Über mich

Die Depression und ich
Das alltägliche Chaos einer jungen Frau mit Depressionen

Jeder von uns hat Phasen, in denen er das Licht vor lauter Dunkelheit nicht mehr sehen kann. Ich glaube an die Fähigkeit in uns dieses Licht immer wieder neu zu entdecken. Geht mit mir auf die Reise.
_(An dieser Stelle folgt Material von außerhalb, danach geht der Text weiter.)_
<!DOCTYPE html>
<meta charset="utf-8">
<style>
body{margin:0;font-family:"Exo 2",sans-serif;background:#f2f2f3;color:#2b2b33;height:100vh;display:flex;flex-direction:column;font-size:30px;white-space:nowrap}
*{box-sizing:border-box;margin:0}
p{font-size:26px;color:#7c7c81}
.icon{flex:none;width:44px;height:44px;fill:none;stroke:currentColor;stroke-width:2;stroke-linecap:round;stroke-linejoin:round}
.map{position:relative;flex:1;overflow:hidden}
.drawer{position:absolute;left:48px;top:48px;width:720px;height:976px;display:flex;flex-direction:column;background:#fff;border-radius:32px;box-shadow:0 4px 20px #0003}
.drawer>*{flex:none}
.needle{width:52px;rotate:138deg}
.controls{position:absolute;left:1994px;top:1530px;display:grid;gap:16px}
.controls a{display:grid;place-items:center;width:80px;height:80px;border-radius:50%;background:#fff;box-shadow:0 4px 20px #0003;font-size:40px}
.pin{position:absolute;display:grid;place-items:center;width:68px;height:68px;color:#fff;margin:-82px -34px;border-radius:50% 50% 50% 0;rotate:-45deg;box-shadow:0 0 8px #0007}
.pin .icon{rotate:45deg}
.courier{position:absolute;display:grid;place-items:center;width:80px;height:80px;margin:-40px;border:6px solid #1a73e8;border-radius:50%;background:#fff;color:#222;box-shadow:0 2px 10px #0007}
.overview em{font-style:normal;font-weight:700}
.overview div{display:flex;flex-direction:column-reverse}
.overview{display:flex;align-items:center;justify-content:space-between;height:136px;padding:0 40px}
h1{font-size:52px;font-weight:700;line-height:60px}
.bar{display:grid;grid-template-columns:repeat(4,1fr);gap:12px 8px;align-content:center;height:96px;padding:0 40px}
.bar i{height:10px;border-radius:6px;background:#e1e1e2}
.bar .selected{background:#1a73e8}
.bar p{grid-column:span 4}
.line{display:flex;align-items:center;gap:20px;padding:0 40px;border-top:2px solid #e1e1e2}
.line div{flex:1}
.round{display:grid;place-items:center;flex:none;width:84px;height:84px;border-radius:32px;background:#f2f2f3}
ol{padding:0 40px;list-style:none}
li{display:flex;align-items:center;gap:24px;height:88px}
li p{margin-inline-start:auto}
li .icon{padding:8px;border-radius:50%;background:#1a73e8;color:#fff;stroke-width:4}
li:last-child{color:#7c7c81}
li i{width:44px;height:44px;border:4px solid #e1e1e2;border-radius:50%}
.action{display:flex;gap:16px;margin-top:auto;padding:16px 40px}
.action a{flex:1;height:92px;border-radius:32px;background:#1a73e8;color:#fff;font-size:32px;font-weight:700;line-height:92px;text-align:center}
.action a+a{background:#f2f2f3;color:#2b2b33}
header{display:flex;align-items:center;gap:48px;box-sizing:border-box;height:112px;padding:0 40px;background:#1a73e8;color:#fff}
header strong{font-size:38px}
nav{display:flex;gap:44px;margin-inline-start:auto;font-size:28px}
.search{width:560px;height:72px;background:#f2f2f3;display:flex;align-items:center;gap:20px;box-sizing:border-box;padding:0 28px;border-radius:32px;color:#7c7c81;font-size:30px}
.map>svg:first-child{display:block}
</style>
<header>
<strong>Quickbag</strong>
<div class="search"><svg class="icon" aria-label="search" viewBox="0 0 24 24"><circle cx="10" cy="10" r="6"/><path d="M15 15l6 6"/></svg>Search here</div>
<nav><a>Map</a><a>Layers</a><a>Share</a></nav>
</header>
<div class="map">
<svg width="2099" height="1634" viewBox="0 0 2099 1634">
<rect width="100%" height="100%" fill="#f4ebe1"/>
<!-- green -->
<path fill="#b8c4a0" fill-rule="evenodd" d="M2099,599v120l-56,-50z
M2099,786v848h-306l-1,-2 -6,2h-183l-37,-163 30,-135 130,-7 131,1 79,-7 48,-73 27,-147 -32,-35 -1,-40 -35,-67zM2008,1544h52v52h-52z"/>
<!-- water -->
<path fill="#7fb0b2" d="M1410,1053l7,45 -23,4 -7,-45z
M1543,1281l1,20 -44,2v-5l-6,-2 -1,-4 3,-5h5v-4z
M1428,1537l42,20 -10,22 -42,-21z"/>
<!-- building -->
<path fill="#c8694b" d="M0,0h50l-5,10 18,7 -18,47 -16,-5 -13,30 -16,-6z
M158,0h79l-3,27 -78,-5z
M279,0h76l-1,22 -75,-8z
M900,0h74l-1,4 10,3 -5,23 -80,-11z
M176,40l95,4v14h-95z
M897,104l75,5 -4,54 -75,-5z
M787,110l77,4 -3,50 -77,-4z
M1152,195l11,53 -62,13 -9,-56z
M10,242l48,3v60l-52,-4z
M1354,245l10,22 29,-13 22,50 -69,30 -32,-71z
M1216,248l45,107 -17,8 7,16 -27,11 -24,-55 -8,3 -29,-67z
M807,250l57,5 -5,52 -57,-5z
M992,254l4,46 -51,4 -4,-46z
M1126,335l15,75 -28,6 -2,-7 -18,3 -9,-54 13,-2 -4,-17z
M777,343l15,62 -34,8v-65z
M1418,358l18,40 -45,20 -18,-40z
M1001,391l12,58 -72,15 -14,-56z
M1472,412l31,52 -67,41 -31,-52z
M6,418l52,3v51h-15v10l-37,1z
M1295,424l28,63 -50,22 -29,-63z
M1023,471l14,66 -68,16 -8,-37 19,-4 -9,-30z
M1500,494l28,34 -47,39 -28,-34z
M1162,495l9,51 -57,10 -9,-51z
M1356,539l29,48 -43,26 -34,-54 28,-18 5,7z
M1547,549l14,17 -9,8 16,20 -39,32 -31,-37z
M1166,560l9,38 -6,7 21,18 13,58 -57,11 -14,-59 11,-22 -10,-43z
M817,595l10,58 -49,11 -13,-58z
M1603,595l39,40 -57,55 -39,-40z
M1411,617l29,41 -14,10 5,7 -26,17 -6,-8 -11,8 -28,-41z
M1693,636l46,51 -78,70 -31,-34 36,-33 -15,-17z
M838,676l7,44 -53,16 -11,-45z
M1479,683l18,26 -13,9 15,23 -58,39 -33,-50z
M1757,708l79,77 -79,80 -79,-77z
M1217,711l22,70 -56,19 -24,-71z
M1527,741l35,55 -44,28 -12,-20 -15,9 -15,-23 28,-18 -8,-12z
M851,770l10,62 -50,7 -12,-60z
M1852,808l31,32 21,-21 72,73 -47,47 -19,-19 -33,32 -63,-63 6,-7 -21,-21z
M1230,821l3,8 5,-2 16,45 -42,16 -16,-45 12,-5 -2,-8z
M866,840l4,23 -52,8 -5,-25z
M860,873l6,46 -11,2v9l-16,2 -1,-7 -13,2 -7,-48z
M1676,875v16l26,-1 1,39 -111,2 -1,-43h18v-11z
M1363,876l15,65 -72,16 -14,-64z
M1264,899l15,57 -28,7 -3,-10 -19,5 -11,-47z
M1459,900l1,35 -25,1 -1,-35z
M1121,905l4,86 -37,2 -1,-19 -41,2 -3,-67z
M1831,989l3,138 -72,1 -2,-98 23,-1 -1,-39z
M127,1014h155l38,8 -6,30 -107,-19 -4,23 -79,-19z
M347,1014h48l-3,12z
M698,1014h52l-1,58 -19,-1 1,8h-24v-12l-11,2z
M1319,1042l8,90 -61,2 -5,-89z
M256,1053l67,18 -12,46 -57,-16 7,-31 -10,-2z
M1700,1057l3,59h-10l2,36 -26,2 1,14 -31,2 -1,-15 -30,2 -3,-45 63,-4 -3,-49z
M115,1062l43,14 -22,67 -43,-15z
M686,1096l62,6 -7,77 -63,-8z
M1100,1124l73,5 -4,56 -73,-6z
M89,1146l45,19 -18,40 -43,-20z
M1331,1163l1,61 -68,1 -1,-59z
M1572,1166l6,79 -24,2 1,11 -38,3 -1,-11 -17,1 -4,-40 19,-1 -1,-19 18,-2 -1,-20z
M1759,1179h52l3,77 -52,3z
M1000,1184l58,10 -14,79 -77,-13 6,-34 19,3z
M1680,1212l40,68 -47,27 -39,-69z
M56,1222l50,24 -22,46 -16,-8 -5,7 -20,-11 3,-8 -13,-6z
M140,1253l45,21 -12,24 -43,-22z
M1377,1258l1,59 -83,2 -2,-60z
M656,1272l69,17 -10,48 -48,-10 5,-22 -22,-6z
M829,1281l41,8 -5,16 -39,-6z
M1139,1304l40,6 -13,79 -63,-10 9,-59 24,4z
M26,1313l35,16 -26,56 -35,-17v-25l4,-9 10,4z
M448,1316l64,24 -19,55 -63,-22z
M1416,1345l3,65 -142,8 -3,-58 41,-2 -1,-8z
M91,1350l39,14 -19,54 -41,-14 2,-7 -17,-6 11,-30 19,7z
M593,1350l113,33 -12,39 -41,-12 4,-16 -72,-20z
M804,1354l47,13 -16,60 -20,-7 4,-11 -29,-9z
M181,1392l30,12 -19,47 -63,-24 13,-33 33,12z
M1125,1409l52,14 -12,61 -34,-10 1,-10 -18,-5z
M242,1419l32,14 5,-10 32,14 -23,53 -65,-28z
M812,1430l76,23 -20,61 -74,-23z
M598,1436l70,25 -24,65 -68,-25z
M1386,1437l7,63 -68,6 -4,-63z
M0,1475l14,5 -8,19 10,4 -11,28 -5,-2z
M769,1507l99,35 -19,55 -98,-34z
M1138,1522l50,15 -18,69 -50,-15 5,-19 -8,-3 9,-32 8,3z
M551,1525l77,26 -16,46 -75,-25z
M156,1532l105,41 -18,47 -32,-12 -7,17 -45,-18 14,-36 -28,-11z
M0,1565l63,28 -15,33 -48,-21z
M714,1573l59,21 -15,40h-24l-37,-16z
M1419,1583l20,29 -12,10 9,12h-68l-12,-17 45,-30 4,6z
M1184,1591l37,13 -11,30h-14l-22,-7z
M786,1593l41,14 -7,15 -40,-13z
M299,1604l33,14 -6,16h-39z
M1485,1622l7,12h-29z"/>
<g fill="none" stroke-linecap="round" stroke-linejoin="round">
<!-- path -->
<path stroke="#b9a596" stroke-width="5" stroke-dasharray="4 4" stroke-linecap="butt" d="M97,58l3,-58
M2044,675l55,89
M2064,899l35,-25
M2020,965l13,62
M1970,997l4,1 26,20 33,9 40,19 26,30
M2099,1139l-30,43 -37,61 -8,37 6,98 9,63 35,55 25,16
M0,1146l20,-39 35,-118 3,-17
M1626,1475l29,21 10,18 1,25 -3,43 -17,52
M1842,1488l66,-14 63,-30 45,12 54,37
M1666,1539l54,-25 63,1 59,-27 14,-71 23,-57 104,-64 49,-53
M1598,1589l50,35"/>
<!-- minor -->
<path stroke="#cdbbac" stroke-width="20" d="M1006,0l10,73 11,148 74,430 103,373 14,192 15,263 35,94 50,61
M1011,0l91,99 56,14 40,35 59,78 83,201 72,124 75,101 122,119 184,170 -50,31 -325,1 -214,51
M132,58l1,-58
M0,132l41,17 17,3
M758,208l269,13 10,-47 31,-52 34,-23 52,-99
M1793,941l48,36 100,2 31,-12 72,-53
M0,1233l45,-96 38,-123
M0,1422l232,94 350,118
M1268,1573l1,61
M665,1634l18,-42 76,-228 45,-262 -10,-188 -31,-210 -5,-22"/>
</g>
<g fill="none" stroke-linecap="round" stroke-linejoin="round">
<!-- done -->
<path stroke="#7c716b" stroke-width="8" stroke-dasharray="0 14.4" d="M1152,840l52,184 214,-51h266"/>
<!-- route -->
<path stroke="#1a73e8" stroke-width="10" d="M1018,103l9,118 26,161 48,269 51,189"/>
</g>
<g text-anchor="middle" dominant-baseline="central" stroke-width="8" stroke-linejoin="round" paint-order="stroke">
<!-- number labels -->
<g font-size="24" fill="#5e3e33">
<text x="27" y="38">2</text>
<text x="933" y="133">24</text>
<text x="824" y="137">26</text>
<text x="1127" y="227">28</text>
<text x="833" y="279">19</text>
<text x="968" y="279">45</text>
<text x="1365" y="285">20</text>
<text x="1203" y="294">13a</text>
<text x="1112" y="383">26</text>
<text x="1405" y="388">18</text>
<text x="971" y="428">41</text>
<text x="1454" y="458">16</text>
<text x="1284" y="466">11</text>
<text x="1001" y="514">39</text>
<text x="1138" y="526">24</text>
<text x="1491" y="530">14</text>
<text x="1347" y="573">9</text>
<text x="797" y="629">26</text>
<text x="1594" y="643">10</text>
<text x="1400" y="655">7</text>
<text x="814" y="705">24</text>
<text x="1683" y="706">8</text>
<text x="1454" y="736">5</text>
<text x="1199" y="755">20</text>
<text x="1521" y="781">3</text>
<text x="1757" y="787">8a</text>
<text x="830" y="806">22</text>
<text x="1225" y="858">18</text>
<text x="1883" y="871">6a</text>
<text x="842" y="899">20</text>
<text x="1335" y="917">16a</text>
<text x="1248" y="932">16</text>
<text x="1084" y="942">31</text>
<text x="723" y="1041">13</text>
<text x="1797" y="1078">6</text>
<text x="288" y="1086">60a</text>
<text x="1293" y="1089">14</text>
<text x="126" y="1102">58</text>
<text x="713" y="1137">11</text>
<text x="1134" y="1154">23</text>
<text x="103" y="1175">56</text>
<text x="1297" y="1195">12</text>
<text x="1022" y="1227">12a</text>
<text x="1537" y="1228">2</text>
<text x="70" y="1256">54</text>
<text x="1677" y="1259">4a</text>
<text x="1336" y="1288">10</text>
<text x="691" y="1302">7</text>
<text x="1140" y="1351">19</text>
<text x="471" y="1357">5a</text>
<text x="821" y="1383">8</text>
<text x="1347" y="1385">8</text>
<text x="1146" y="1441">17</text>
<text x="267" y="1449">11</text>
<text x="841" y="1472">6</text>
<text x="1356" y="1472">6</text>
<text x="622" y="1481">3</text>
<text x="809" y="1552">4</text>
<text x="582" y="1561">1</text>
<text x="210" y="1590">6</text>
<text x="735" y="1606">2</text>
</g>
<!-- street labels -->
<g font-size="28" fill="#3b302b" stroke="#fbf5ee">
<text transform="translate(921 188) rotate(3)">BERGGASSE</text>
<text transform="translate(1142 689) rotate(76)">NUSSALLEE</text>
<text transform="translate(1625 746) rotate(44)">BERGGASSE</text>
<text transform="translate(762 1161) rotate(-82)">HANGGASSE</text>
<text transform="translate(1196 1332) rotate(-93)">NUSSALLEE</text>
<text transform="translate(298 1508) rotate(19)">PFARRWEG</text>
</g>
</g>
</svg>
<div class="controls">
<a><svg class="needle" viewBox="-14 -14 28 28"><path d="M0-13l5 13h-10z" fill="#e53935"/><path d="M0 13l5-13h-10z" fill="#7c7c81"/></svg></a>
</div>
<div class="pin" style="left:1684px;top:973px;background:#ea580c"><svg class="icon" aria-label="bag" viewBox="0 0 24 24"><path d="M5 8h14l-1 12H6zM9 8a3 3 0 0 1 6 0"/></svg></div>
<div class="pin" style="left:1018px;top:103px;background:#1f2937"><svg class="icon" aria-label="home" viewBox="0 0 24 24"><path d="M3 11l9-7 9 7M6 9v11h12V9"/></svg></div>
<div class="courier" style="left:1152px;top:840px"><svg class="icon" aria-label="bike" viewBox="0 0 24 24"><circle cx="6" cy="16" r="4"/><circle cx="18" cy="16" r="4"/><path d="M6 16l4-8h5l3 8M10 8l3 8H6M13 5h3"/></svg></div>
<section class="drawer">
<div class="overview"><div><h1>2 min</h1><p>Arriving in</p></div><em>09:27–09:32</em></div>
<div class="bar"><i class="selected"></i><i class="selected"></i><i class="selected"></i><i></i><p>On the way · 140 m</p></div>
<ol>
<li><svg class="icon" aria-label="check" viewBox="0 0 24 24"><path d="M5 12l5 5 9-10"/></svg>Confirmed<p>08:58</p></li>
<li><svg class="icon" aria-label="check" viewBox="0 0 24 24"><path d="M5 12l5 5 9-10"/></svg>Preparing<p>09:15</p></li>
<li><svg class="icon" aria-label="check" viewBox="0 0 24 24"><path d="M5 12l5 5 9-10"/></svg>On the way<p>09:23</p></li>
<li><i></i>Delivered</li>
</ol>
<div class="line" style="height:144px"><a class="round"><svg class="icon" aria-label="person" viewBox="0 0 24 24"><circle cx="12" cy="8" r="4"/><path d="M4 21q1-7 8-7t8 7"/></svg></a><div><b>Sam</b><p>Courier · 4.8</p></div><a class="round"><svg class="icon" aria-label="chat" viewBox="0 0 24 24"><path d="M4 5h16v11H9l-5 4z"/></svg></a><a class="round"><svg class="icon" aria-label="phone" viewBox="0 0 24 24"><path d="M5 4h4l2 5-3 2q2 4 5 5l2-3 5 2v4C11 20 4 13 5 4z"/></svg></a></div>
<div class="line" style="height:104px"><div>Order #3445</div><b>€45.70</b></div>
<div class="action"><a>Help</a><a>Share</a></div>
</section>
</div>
Mit diesem Blog kannst du mich auf meinem steinigen Lebensweg begleiten. Vielleicht erkennst du auch die ein oder andere Situation wieder und wir können uns gegenseitig Mut machen. Zusammen sind wir stark! Zusammen treten wir aus dem Dunkel!

Wer bin ich also?

Ich heiße Annie und ich habe Depressionen!
                                                           ... aber sonst bin ich ganz umgänglich

Ich bin 33 Jahre jung, wohne mit zwei Rennmausdamen in einer WG und komme aus einer der schönsten Städten des Ruhrgebietes. Im Moment stehe ich kurz vor meiner Abschlussarbeit in meinem Studium der sozialen Arbeit.
Neben meinem Studium interessiere ich mich noch für:
  • Natur - ich liebe Spaziergänge fernab des lauten Stadtlärms, mir geht das Herz auf, wenn ich die Vögel zwitschern höre 
  • Fotografie - ich halte am liebsten wundervolle Momente in der Natur fest 
  • Reisen - ich bin unglaublich gerne in anderen Ländern unterwegs, bevorzugt in warmen Regionen, die am Meer liegen - eins meiner Lieblingsländer: Spanien 
  • Bücher - in Phasen der Lesesucht verschlinge ich Thriller und Krimis, hin und wieder auch Fantasy - einige meiner Lieblingsautoren: Camilla Läckberg, Sebastian Fitzek, Lisa Jackson 
  • Spiele - ja, ich bin eine kleine Computerspielerin - sehr gerne Rollenspiele, point-and-click adventures, Brettspiele ergeben sich leider nicht so oft, wie ich das gerne hätte 
  • Sport - ich schwimme sehr gerne, was auch damit zusammen hängt, dass ich es liebe am Wasser zu sein, Inline skaten 
  • Malerei - ich übe mich noch in der Malerei mit Polychromo Buntstiften

Nachdem ich 2002 für meine Ausbildung zur staatlich anerkannten kaufmännischen Assistentin für Fremdsprachen 200 km weit von zu Hause wegzog, fühlte sich das zuerst wie ein Befreiungsschlag an. Es war mein Weg in die große Freiheit, in der ich tun und lassen konnte, was ich wollte. Doch es war auch der Punkt, an dem mein Leben immer weiter aus den Fugen geriet. Seit der ersten Diagnosestellung bin ich durch einige dunkle Täler gewandert, sowie auf sonnige Gipfel gestiegen. Ich kämpfe beharrlich gegen die immer wieder auftauchende, mitunter betörende Stimme des Aufgebens.

Joey - Montana 2011
In den letzten 10 Jahren durfte ich viel über mich lernen. Trotzdem stoße ich jeden Tag auf neue Dinge, die es an mir zu entdecken gibt. Wie die meisten Menschen mit Depressionen habe auch ich schon eine Reihe an Therapien hinter mir - ambulant, in Kliniken und Tageskliniken. Was mir aber viel mehr als all diese professionellen Anlaufstellen geholfen hat, waren 2 wundervolle Monate in Montana auf einer Farm. Mitten in der Natur, mit einer sehr liebevollen, fürsorglichen Gastfamilie und einer Menge tierischer Therapeuten für die Seele konnte ich zu mir selbst zurückfinden.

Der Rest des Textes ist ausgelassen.